According to Wikipedia, among the great players who have competed there are Red Grange from Illinois and Notre Dame's famed "Four Horsemen." According to Butler's website, the field didn't open until 1928.

Draw your own conclusions.

Princeton played in the first football game, back in 1869. How long after that did Butler play its first game?

If you said 1887, then you would be correct. Any guesses on the first opponent? It was a 45-5 win over Purdue, of all teams.

The Bulldogs went 3-0 that year (beating Purdue, Franklin and Hanover) and then took the 1888 season off.

Since then? Butler has had a team every year except for the World War II years of 1944 and 1945.

The coach with the most wins in Princeton history is Bill Roper, with 89. The Butler record is 165, held by Tony Hinkle, for whom the basketball arena is named.

And with good reason. Hinkle coached football, men's basketball and baseball (not always as the head coach) at Butler from the 1920s through the 1970s while also being an athletic administrator.

As for the game itself, it's the first time the teams have ever met. It's the third time this century Princeton has flown to a game, with the other two at Butler's Pioneer League-rival San Diego. The second meeting in this series will be next Sept. 21 on Powers Field in Princeton Stadium, by the way.

Princeton has never played a game in the state of Indiana. It has played two games against Notre Dame, both in the 1920s and both in Palmer Stadium.

If there's anything about Butler's stats through two games that jump out at you, it's that both the Bulldogs and their two opponents have exactly 770 total yards of offense. What that means for tomorrow's game is negligible.

Butler also is pretty evenly split between throwing and running through two games.

The big story for Princeton is that it is in what has to be the incredibly unique - if it's ever happened before - position of having graduated the league's Offensive Player of the Year from the previous year and having his replacement be the league's Offensive Player of the Year from the year before that.

Has that ever happened before?

Princeton graduated quarterback Chad Kanoff, who is now with the Arizona Cardinals after shattering about a million Princeton and Ivy passing records last year while winning the Bushnell Cup. His replacement is Lovett, the 2016 Bushnell Cup winner after his own ridiculous record-setting year, followed by a year away due to injury.

There are other Princeton stories as well, and more that will be known after this weekend.

For now, it's Opening Day 2018, against a first-time foe who is in its third game and is 2-0.

Oh, and the kickoff is at 6.

You can see it on Facebook Live or listen on the TuneInn app or on WPRB FM 103.3.

1 comment:

Anonymous said...

The two Princeton-Notre Dame games in the 1920s were watershed events in the history of college football.

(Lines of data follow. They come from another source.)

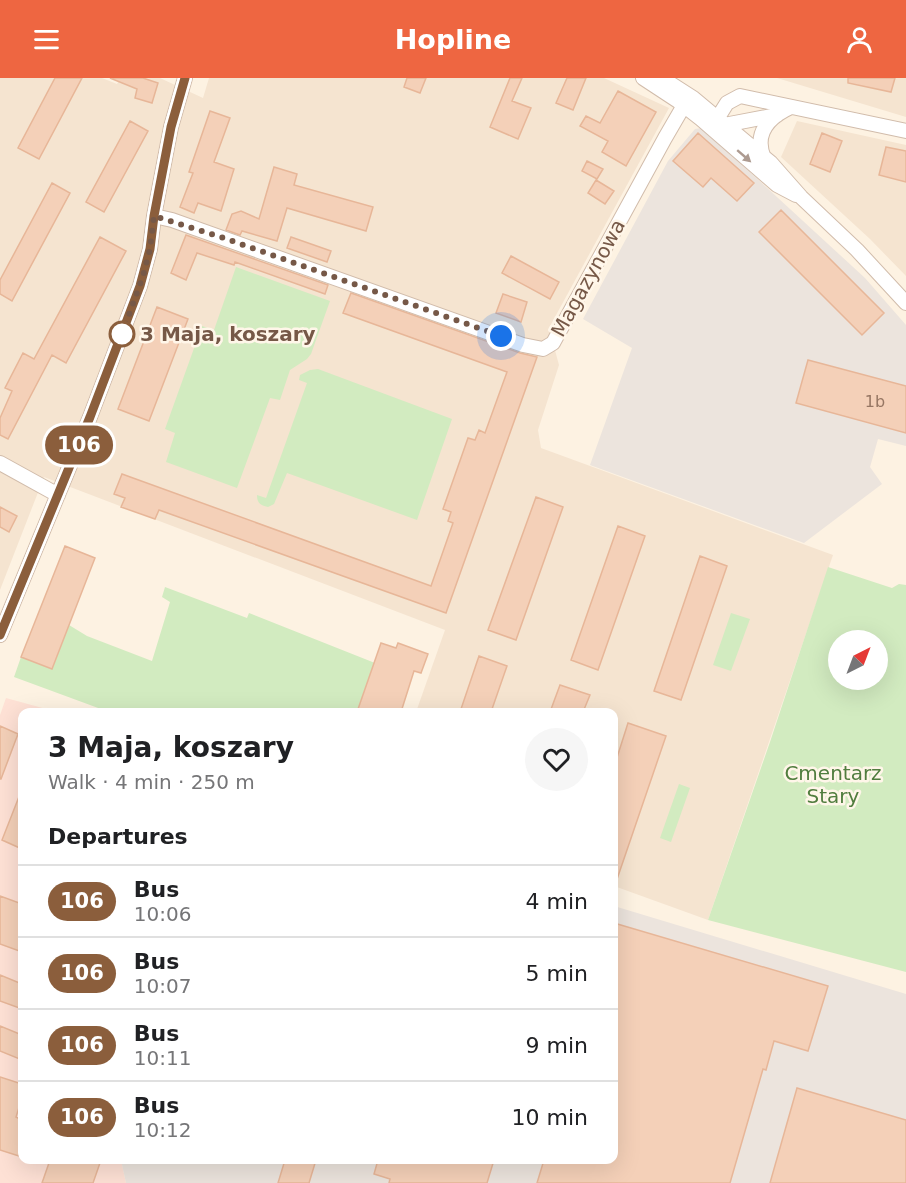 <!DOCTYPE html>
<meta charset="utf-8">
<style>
body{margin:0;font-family:"DejaVu Sans",sans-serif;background:#f6f6f6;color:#202124;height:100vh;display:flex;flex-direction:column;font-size:22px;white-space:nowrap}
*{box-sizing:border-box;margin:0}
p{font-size:20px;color:#757577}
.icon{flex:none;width:33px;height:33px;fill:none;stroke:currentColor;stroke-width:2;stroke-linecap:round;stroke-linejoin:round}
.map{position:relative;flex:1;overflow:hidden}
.details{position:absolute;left:18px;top:630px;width:600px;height:456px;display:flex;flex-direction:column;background:#fff;border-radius:12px;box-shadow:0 6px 24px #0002}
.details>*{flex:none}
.badge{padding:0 12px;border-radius:20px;font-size:21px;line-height:39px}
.needle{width:39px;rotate:42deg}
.tools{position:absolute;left:828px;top:552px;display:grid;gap:12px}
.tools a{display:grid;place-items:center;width:60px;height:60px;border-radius:50%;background:#fff;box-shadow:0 6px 24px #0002;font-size:30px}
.you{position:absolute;width:30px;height:30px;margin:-15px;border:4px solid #fff;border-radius:50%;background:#1a73e8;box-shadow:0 0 0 9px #1a73e833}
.map>.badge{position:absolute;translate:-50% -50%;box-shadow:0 0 0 3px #fff}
h2{padding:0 30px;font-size:22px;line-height:54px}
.round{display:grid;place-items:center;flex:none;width:63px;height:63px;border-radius:32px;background:#f6f6f6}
.head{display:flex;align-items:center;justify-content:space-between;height:102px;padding:0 30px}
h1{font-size:28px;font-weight:700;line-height:45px}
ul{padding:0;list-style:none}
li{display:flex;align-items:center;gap:18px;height:72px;padding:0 30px;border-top:2px solid #e0e0e0}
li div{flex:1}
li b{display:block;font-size:22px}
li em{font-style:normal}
li .badge{min-width:66px;font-weight:700;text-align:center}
header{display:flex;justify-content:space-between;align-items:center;height:78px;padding:0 30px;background:#ee6641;color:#fff;font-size:27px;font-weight:700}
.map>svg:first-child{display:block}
</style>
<header><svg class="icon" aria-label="menu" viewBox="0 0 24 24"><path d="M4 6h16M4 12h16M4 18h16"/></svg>Hopline<svg class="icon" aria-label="person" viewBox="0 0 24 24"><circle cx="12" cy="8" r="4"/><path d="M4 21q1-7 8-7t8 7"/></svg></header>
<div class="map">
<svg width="906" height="1105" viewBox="0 0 906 1105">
<rect width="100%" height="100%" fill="#fdf2e2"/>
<path fill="#f5e4d0" d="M0,0h102l15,6 3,-6h40l43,20 6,-20h395l65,30 -120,220 10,37 -21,65 3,18 292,107 -125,365 -94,-34v-174h-198l29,-82 -401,-153 -44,113z
M777,0h129v39z
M797,43l109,24v131l-36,-37 -89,-82z"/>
<path fill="#fee1d5" d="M6,620l51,14h-35v448h99l5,23h-126v-468z"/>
<path fill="#ece4dd" d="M702,50l163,150 41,47v121l-28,-7 -8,28 12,17 -78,59 -214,-78 42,-117 -49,-29 85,-158 27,-32z
M614,828l292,88v189h-780l-5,-23h493z"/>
<path fill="#d2ebc0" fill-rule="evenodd" d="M236,189l94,34 -19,53 -4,5 -17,11 -10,30 -10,-2 -33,90 -71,-26 9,-29 -10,-4 37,-103 12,4z
M318,291l134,50 -35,101 -130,-47 -13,31 -6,3c-8,-2 -11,-4 -11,-12l9,3 41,-115 -8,-3 1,-5 10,-5z
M828,489l64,21 7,-4 7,1v387l-198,-52 62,-178zM838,562h40v40h-40z
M165,509l82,31 2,-5 126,50 -18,49h-248l-95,-35 7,-20 31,12 17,-44 18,11 65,25 18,-59 -8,-5z
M731,535l19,6 -19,52 -18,-6z
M679,706l11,4 -19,54 -11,-4z"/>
<path fill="#f4d0b8" stroke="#e7b698" stroke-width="1.5" d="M55,0h27l-43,81 -21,-11z
M110,0h33l15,5 -6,20 -17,-5 2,-9z
M407,0h19l-6,15 -16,-6z
M510,0h12l-10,23 19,7 -13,31 -28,-12z
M567,0h19l-13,32 -17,-7z
M848,0h47l-4,14 -43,-9z
M618,13l38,21 -30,54 -24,-14 6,-11 -28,-15 6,-10 14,7z
M210,33l20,7 -16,44 20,7 -13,42 -23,-8 -4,10 -14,-6 13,-34 -4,-1z
M130,43l18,10 -44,81 -18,-10z
M698,55l56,50 -17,18 -26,-23 -8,9 -30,-26z
M822,55l20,8 -12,31 -20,-8z
M886,69l20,4v31l-27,-7z
M587,83l16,8 -6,10 -15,-8z
M274,89l23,7 -3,11 79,22 -7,24 -79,-23 -10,33 -35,-10 -2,4 -14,-5 6,-16 9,-3 18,8z
M596,102l18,11 -9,13 -17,-11z
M52,105l18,10 -58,108 -12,-7v-14z
M781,132l103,103 -22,22 -103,-103z
M186,157l142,50 -3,9 -90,-32 -1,3 -37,-12 -11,27 -15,-7z
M100,159l26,14 -60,112 -14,-8 -44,84 -8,-4v-17l12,-27 -7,-3 18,-35 11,6z
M291,159l40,14 -4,11 -40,-14z
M511,178l48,26 -9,17 -48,-26z
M351,215l169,60 17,4 -91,256 -287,-103 -4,9 -34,-12 4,-9 -11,-4 8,-20 309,112 22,-63 -5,-2 3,-9 -8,-3 25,-71 7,2 4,-10 6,3 22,-61 -164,-59z
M503,216l24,8 -6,20 -25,-9z
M157,229l31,12 -39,102 -31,-12z
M808,282l98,26v47l-110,-30z
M536,419l27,10 -47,133 -28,-10z
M0,429l17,9 -8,16 -9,-5z
M618,448l27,10 -47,134 -27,-10z
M65,468l30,12 -43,111 -31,-12z
M700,478l27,10 -46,134 -27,-9z
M381,565l15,5 2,-5 30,11 -7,19 -7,-2 -13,41h-44z
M479,578l28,10 -16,46h-31z
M560,607l30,10 -7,17h-33z
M628,645l38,13 -51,149h-1v-118z
M0,648l18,8 -17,45h-1z
M22,711v60l-20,-9z
M0,818l22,8v48l-22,-8z
M614,845l214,63 -20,65 -34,-10 -8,29 -3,-1 -33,114h-193l7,-23h70z
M0,897l22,9v25l-22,-8z
M0,948l22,9v25l-22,-9z
M0,999l22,7v14l-6,19 6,3v37l-22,-7z
M797,1010l109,32v63h-136z
M50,1082h51l-8,23h-51z
M285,1082h31l-7,23h-31z
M378,1082h116l-7,23h-98l1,-4 -16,-5z"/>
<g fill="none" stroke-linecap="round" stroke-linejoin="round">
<g stroke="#d1bcab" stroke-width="16">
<path id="minor" d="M643,0l35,23 23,18 76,66 19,10
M662,0l31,20 78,65 30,34 56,53 49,53
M719,48l58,-11
M712,49l15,-24 13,-7 166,35
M764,80c-11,-25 5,-41 27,-51
M154,138l18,4 351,125 20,4 10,-6 112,-205 18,-31 10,-9
M0,385l58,32
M0,557l90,-218 50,-131 10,-37 4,-33 17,-89 14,-49"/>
</g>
<use href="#minor" stroke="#fff" stroke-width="14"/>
</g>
<defs><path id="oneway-solid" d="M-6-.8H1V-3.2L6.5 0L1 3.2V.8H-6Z" transform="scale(1.5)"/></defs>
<use fill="#ad9b91" href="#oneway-solid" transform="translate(744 78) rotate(41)"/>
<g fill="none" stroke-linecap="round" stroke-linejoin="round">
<g stroke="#fff" stroke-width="14">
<path id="line" d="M0,557l90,-218 50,-131 10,-37 4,-33 17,-89 14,-49"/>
</g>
<use href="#line" stroke="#8b5e3c" stroke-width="9"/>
<path stroke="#765847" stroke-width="6" stroke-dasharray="0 10.8" d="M122,256l21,-58 7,-27 4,-33 67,21 280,99"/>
</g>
<circle fill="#fff" stroke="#8b5e3c" stroke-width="3" cx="122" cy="256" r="12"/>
<g text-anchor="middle" stroke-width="5" stroke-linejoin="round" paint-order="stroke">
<g font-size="16" fill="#967663">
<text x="875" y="329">1b</text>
</g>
<g font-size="20" fill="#765847" stroke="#fff6e9">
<text transform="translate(588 200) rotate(-61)" y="7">Magazynowa</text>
</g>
<g font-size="20" font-weight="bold" fill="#765847" stroke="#fff6e9" text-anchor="start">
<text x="140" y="263">3 Maja, koszary</text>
</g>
<g font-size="20" fill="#517d3e" stroke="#fff6e9">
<text x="833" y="702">Cmentarz<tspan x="833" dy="23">Stary</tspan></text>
</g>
</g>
</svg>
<div class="tools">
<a><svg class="needle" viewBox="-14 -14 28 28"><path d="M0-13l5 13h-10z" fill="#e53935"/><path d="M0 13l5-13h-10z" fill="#757577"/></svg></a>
</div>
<div class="you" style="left:501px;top:258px"></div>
<b class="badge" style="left:79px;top:367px;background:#8b5e3c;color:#fff">106</b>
<section class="details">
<div class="head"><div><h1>3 Maja, koszary</h1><p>Walk · 4 min · 250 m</p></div><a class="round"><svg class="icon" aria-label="heart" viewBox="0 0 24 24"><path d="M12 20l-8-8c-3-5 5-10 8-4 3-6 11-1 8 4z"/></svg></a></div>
<h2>Departures</h2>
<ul>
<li><span class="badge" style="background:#8b5e3c;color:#fff">106</span><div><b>Bus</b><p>10:06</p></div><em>4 min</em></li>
<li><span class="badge" style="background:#8b5e3c;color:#fff">106</span><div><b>Bus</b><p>10:07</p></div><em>5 min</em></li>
<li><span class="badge" style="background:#8b5e3c;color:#fff">106</span><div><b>Bus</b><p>10:11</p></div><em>9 min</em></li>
<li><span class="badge" style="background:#8b5e3c;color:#fff">106</span><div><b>Bus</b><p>10:12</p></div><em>10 min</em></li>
</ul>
</section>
</div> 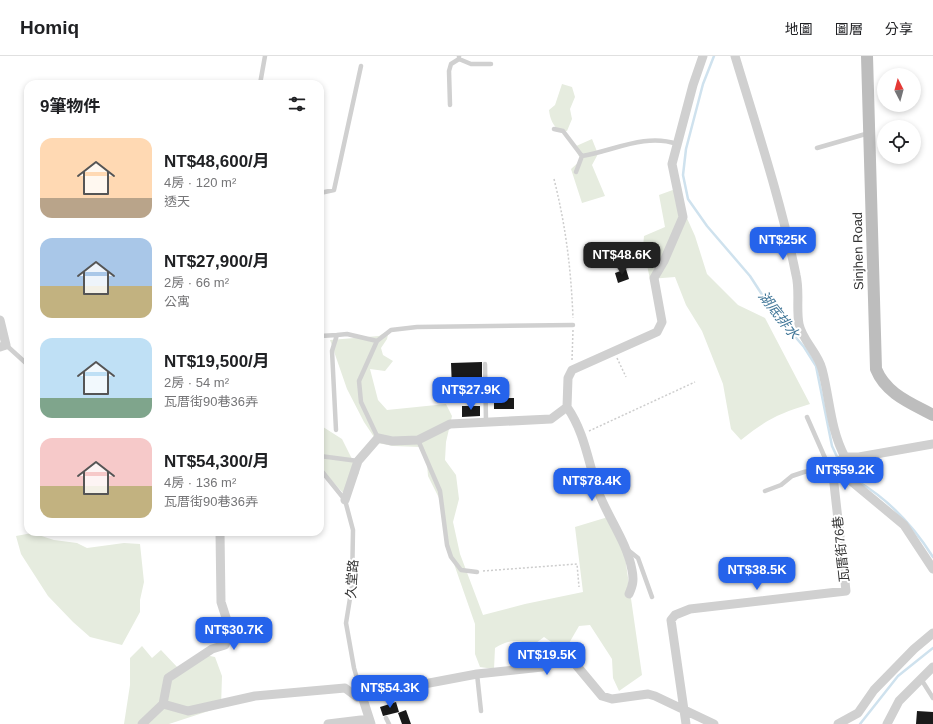 <!DOCTYPE html>
<html lang="zh-TW">
<meta charset="utf-8">
<style>
:root{--surface:#fff;--page:#f6f6f6;--text:#202124;--muted:#757577;--line:#e0e0e0;--accent:#2563eb}
body{margin:0;font-family:Arial,"Noto Sans TC",sans-serif;background:var(--page);color:var(--text);height:100vh;display:flex;flex-direction:column;font-size:15px;white-space:nowrap}
*{box-sizing:border-box;margin:0}
p{font-size:13px;color:var(--muted)}
.icon{flex:none;width:22px;height:22px;fill:none;stroke:currentColor;stroke-width:2;stroke-linecap:round;stroke-linejoin:round}
.map{position:relative;flex:1;overflow:hidden}
.drawer{position:absolute;left:24px;top:24px;width:300px;height:456px;display:flex;flex-direction:column;background:var(--surface);border-radius:12px;box-shadow:0 2px 6px #0003}
.drawer>*{flex:none}
.needle{width:26px;rotate:354deg}
.fabs{position:absolute;left:877px;top:12px;display:grid;gap:8px}
.fabs a{display:grid;place-items:center;width:44px;height:44px;border-radius:50%;background:var(--surface);box-shadow:0 2px 6px #0003;font-size:20px}
.price{position:absolute;translate:-50% -34px;padding:0 9px;border-radius:8px;background:var(--accent);color:#fff;font-size:13px;line-height:26px;filter:drop-shadow(0 1px 2px #0008)}
.price::after{content:'';position:absolute;left:50%;top:24px;width:12px;height:9px;margin-left:-6px;background:inherit;clip-path:polygon(0 0,100% 0,50% 100%)}
.price.on{background:#222;color:#fff}
ul{padding:0;list-style:none}
li{display:flex;align-items:center;gap:12px;height:100px;padding:0 16px}
li span{display:grid;place-items:center;flex:none;width:112px;height:80px;border-radius:12px;color:#555}
li>.icon{margin-inline-start:auto}
span .icon{width:48px;height:48px;fill:#fffc;stroke-width:1}
li b{font-size:17px}
h2{display:flex;justify-content:space-between;align-items:center;height:48px;padding:0 16px;font-size:17px}
header{display:flex;align-items:center;gap:24px;box-sizing:border-box;height:56px;padding:0 20px;background:var(--surface);border-bottom:1px solid var(--line)}
header strong{font-size:19px}
nav{display:flex;gap:22px;margin-inline-start:auto;font-size:14px}
.map>svg:first-child{display:block}
.green{fill:#e6ecdf}
.lines{fill:none;stroke-linecap:round;stroke-linejoin:round}
.stream{stroke:#cfe2ee;stroke-width:2.5}
.building{fill:#1a1a1a}
.path{stroke:#cdcdcd;stroke-width:1.5;stroke-dasharray:2 2;stroke-linecap:butt}
.lane{stroke:#d0d0d0;stroke-width:4.5}
.street{stroke:#d0d0d0;stroke-width:9}
.secondary{stroke:#bdbdbd;stroke-width:12}
.labels{text-anchor:middle;dominant-baseline:central;stroke-width:4;stroke-linejoin:round;paint-order:stroke}
.street-label{font-size:13px;fill:#333;stroke:#fff}
.water-label{font-size:14px;font-style:italic;fill:#3f7597;stroke:#fff}
</style>
<header>
<strong>Homiq</strong>
<nav><a>地圖</a><a>圖層</a><a>分享</a></nav>
</header>
<div class="map">
<svg width="933" height="668" viewBox="0 0 933 668">
<rect width="100%" height="100%" fill="#fff"/>
<path class="green" d="M562 28 572 31 575 41 570 53 572 63 567 75H560C553 70 550 63 549 54L555 49Z
M592 83 598 98 592 109 605 140 582 147 571 113 581 104 574 91Z
M681 131 686 160 695 180 707 218 738 249 765 262 810 348C778 358 767 363 741 384L731 373 723 328 702 275 686 249 675 221 650 223 643 191 644 180 665 171 659 139Z
M389 274 387 283 381 292 383 299 393 305 385 315 370 313 378 344 387 354 446 348 452 360 446 386 445 404 456 419 459 443 453 466 460 498 483 559 525 548 583 536 575 471 608 461 623 487 642 619 619 635 613 622 612 603 590 569 579 570 561 601 557 590 544 581 532 590C519 582 507 584 495 592L494 613 480 611 475 598V568L446 485 439 442 428 420 427 408 420 391 393 390 378 387 364 366 347 333 330 284 379 280Z
M320 369 342 383 359 417 346 440 320 412Z
M32 477 54 484 77 487 87 492 124 487 140 488 144 526 140 544V556L122 589 90 581 73 566 48 540 21 498 16 480Z
M142 590 152 602 161 594 178 612 200 598 215 601 222 620 221 651 169 668H124L130 629V602Z"/>
<g class="lines">
<path class="stream" d="M714 0 703 28 686 93 683 119 688 143 707 170 750 220 772 254 804 291 816 310 832 390 839 405 850 419
M859 426C889 444 914 471 933 501
M860 668 898 620 933 592"/>
</g>
<path class="building" d="M626 213 629 223 618 227 615 217Z
M482 306V332L452 333 451 307Z
M494 342H514V353H494Z
M462 350H480V360L462 361Z
M396 646 399 656 383 660 380 651Z
M406 654 411 668H402L398 657Z
M917 655 933 656V668H916Z"/>
<g class="lines">
<path class="path" d="M554 123C566 171 571 213 573 262
M617 302 626 321
M572 304 573 274
M589 375 695 326
M483 515 577 508 579 531"/>
<path class="lane" d="M459 3 471 8H491
M260 28 265 0
M450 49 449 15 451 8 459 3V0
M554 73 563 75 582 100C613 95 645 77 677 88
M817 92 869 77
M576 116 582 100
M320 137 334 134 361 10
M320 280 337 279
M377 285 359 325 361 346 378 382
M6 289 28 309
M485 308 486 366
M336 374 332 295 337 279 347 278 377 285 391 274 417 271 573 269
M418 384 440 435 447 489 451 501 461 514 477 516
M320 400 358 405
M320 413 345 444 353 474 352 530 346 567 354 612 362 640
M765 435 781 429 792 420 804 416 829 411 807 361
M628 494 638 502 652 541
M477 618 481 655
M921 623 933 642
M386 662 389 668"/>
<path class="street" d="M735 0C757 73 781 145 796 219 800 235 796 252 799 268 802 284 818 297 822 313 830 343 830 373 845 401
M0 264 6 289 0 291
M567 351C585 377 588 406 598 435 608 462 627 486 632 514 634 524 633 529 629 538
M833 410 904 469 933 513
M345 444 358 405 378 382 392 385 418 384 450 368 551 363 567 351 568 322 572 314 657 276 662 266 654 222 664 205 683 161 672 108 693 29 703 0
M362 640 371 668
M163 648 188 655 255 640 345 632 357 641 404 636 424 628 477 618 542 611 561 602 572 604 602 640 612 643 648 638 655 640 714 668
M142 668 163 648 168 622 212 593 225 589 230 574 221 546 220 476
M328 668 369 663
M686 668 671 564 675 559 690 553 846 535 833 419 829 411 845 401H859L933 388
M838 668 858 657 874 634 914 593 933 577
M887 668 899 645 933 611"/>
<path class="secondary" d="M867 0 876 313C886 338 911 347 933 359"/>
</g>
<g class="labels">
<g class="street-label">
<text transform="translate(858 195) rotate(-91)">Sinjhen Road</text>
<text transform="translate(841 493) rotate(-96)">瓦厝街76巷</text>
<text transform="translate(352 523) rotate(-86)">久堂路</text>
</g>
<g class="water-label">
<text transform="translate(779 259) rotate(52)">湖底排水</text>
</g>
</g>
</svg>
<div class="fabs">
<a><svg class="needle" viewBox="-14 -14 28 28"><path d="M0-13l5 13h-10z" fill="#e53935"/><path d="M0 13l5-13h-10z" fill="#757577"/></svg></a>
<a><svg class="icon" aria-label="locate" viewBox="0 0 24 24"><circle cx="12" cy="12" r="6"/><path d="M12 2v4M12 18v4M2 12h4M18 12h4"/></svg></a>
</div>
<b class="price" style="left:783px;top:205px">NT$25K</b>
<b class="price on" style="left:622px;top:220px">NT$48.6K</b>
<b class="price" style="left:471px;top:355px">NT$27.9K</b>
<b class="price" style="left:845px;top:435px">NT$59.2K</b>
<b class="price" style="left:592px;top:446px">NT$78.4K</b>
<b class="price" style="left:757px;top:535px">NT$38.5K</b>
<b class="price" style="left:234px;top:595px">NT$30.7K</b>
<b class="price" style="left:547px;top:620px">NT$19.5K</b>
<b class="price" style="left:390px;top:653px">NT$54.3K</b>
<section class="drawer">
<h2>9筆物件<svg class="icon" aria-label="filters" viewBox="0 0 24 24"><path d="M4 7h16M4 17h16"/><circle cx="9" cy="7" r="2"/><circle cx="15" cy="17" r="2"/></svg></h2>
<ul>
<li><span style="background:linear-gradient(#ffd9b3 75%,#b9a48a 0)"><svg class="icon" aria-label="home" viewBox="0 0 24 24"><path d="M3 11l9-7 9 7M6 9v11h12V9"/></svg></span><div><b>NT$48,600/月</b><p>4房 · 120 m²</p><p>透天</p></div></li>
<li><span style="background:linear-gradient(#a9c7e8 60%,#c2b280 0)"><svg class="icon" aria-label="home" viewBox="0 0 24 24"><path d="M3 11l9-7 9 7M6 9v11h12V9"/></svg></span><div><b>NT$27,900/月</b><p>2房 · 66 m²</p><p>公寓</p></div></li>
<li><span style="background:linear-gradient(#bfe0f5 75%,#7fa58c 0)"><svg class="icon" aria-label="home" viewBox="0 0 24 24"><path d="M3 11l9-7 9 7M6 9v11h12V9"/></svg></span><div><b>NT$19,500/月</b><p>2房 · 54 m²</p><p>瓦厝街90巷36弄</p></div></li>
<li><span style="background:linear-gradient(#f6c9c9 60%,#c2b280 0)"><svg class="icon" aria-label="home" viewBox="0 0 24 24"><path d="M3 11l9-7 9 7M6 9v11h12V9"/></svg></span><div><b>NT$54,300/月</b><p>4房 · 136 m²</p><p>瓦厝街90巷36弄</p></div></li>
</ul>
</section>
</div>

Princeton went undefeated at 8-0 in 1922, including the famous dramatic intersectional victory over Amos Alonzo Stagg and his great University of Chicago team.

1922 would represent Princeton's last consensus national championship, when we received at least a plurality of the support from sports historians later voting for titles retroactively. (Princeton also has reasonable, though more tenuous, claims to national championships in 1933, 1935 and 1950.)

Knute Rockne had taken the reins of a mediocre Notre Dame program in 1918. The Irish immediately began to improve under his innovative leadership, in particular the regular use of the new-fangled forward pass. Rockne was also smart enough to know that, to be the best, Notre Dame had to beat the best. He made it a point to come east to confront the big name Eastern power programs.

So it was that the Notre Dame Fighting Irish came to Palmer Stadium, winning 25-2 in 1923 and 12-0 in 1924. The 1924 shutout was part of an undefeated 10-0 season for the Irish, including a victory over Stanford in the 1925 Rose Bowl.

The two Princeton-Notre Dame games in 1923 and 1924 represented over a very brief two-year period when the traditional Eastern powers ceded dominance to a newcomer from the Midwest. College football was solidified as a truly national game. Notre Dame won its first consensus national championship in 1924 and the landscape has never been the same since.